A única maneira de talvez conseguir-se algumas providências é maior atenção da imprensa para as situações agudas, ao menos essas. Não seria generosidade. É um dever historicamente muito mal cumprido pela imprensa. Como se não compreendesse que relegar a dimensão humana e moral do extermínio de indígenas e da exploração ilegal de riquezas públicas é, no mínimo, também conivência com essa criminalidade.
2
— Mostrou-se com clareza uma particularidade de Bolsonaro até agora pouco
observada: a ingratidão. Seu insulto a uma jornalista rivalizou, em espaço de
imprensa e tempo de TV, com nada menos do que a eleição para a Presidência do
país. Embora não fosse comparável aos insultos dirigidos às jornalistas Patrícia Campos
Mello, Míriam Leitão, Elvira Lobato e outras, teve a particularidade
de tomar o lugar do que devia ser um agradecimento de Bolsonaro.
De
sua parte, Vera Magalhães poderia
mesmo surpreender-se. Até a recente transferência para O Globo, sua atividade
no Twitter, na Jovem Pan, em artigos foi integrante da incitação ao clima
furioso que favoreceu Bolsonaro. Um exemplo poderia bastar: no extenso rol de
agressões verbais recebidas pela Folha, talvez nenhuma
seja tão brutal quanto a de Vera Magalhães, apenas pelo convite a Guilherme
Boulos para uma colaboração temporária —em conformidade com o pluralismo único
da Folha.
Nestes dias, as redes estão repletas de mensagens inesquecíveis da
jornalista, com predileção por suas frases na morte de Marisa Lula da Silva. O
que explica o insulto de Bolsonaro, e ainda a pergunta boba do deputado que o
repetiu, parece ser menos a condição feminina aviltada pelo bolsonarismo do que
a perda de uma jornalista útil, de repente moderada no novo emprego. Bolsonaro
foi até explícito no ataque à jornalista ("você envergonha o jornalismo"),
não à pessoa.
Nem Bolsonaro ataca só mulheres, com tantas agressões verbais a
repórteres masculinos no cercadinho do Alvorada, por exemplo, e fora dele.
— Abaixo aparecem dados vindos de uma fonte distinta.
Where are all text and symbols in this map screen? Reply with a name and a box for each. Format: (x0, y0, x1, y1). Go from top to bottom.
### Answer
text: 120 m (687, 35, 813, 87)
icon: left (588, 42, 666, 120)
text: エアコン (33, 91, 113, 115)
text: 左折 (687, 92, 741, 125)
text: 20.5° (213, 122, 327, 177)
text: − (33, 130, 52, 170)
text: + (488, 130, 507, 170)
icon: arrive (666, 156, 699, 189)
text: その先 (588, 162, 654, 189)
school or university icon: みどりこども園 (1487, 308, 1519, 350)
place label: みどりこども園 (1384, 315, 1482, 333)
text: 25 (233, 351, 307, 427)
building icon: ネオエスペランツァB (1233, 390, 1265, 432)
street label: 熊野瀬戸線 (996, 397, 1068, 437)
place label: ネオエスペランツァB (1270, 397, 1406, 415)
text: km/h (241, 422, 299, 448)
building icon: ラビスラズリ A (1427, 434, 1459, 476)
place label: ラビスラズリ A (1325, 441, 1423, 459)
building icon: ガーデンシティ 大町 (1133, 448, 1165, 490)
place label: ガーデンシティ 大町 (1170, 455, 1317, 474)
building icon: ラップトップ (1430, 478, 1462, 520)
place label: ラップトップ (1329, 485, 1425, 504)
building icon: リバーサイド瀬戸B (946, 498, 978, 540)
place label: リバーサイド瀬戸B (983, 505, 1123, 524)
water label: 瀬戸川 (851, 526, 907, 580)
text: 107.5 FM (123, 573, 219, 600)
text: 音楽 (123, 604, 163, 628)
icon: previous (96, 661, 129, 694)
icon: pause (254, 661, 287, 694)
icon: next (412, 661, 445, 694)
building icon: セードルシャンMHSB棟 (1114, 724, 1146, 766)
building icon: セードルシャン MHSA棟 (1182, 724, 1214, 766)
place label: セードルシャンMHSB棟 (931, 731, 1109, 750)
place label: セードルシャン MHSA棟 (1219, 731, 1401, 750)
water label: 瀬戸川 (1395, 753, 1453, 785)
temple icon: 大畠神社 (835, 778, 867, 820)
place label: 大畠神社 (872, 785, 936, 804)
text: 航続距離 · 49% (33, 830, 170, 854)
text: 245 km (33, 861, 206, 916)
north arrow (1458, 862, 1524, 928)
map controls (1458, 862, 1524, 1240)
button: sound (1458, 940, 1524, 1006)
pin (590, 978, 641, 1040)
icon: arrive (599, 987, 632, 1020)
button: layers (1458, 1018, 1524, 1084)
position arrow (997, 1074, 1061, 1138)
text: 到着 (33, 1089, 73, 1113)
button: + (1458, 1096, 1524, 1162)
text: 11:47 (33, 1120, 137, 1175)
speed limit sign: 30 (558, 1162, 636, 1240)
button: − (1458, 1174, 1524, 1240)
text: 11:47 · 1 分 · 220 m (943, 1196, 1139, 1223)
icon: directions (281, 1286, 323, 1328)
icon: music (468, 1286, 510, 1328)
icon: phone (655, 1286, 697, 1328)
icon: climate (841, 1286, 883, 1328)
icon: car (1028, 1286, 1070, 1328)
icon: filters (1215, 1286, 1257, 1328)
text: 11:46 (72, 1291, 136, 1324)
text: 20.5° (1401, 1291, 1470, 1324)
Bolsonaro e seus apoiadores são crias do fascismo, com tempero miliciano e
militar. Nesse extremismo, quem não está ou não está mais com eles é inimigo,
na acepção mais totalizante da palavra.
3
— Ciro Gomes já
provou sua atual falta de condições para avaliar o papel que representa nesta
disputa pela Presidência. Aderiu a métodos de Bolsonaro, sem aderir ao próprio.
Age como se pretendesse apenas fazer um estrago daqueles. Não é, com toda a
certeza, uma das possibilidades que sua vida política lhe abriu.
Nenhuma
pessoa intelectualmente honesta equipara Lula e Bolsonaro. Se quiser, detesta
Lula como político e como ser humano, mas reconhece que nele não há sequer
resquício da perversidade, da atração pela morte alheia, da busca de ligação
com o pior da sociedade que são, entre tantas perversões, intrínsecos na
natureza de Bolsonaro.
Como
prejudicado, é legítimo que Ciro defenda-se do voto útil. Não, porém, por meio
de conceituações mentirosas, até porque dele já se valeu. O voto útil é uma
escolha tal como foi a preferência anterior, mas muito mais forte em seu
civismo: o eleitor desiste da sua escolha mais pessoal para apoiar o que lhe
parece mais conveniente nas circunstâncias postas.
A
campanha de Ciro Gomes parece elaborada, em sua fúria no molde bolsonarista,
para demonstrar que o candidato perdeu as condições psicológicas e cívicas
esperadas de um presidente. Uma forma de sugerir o voto útil.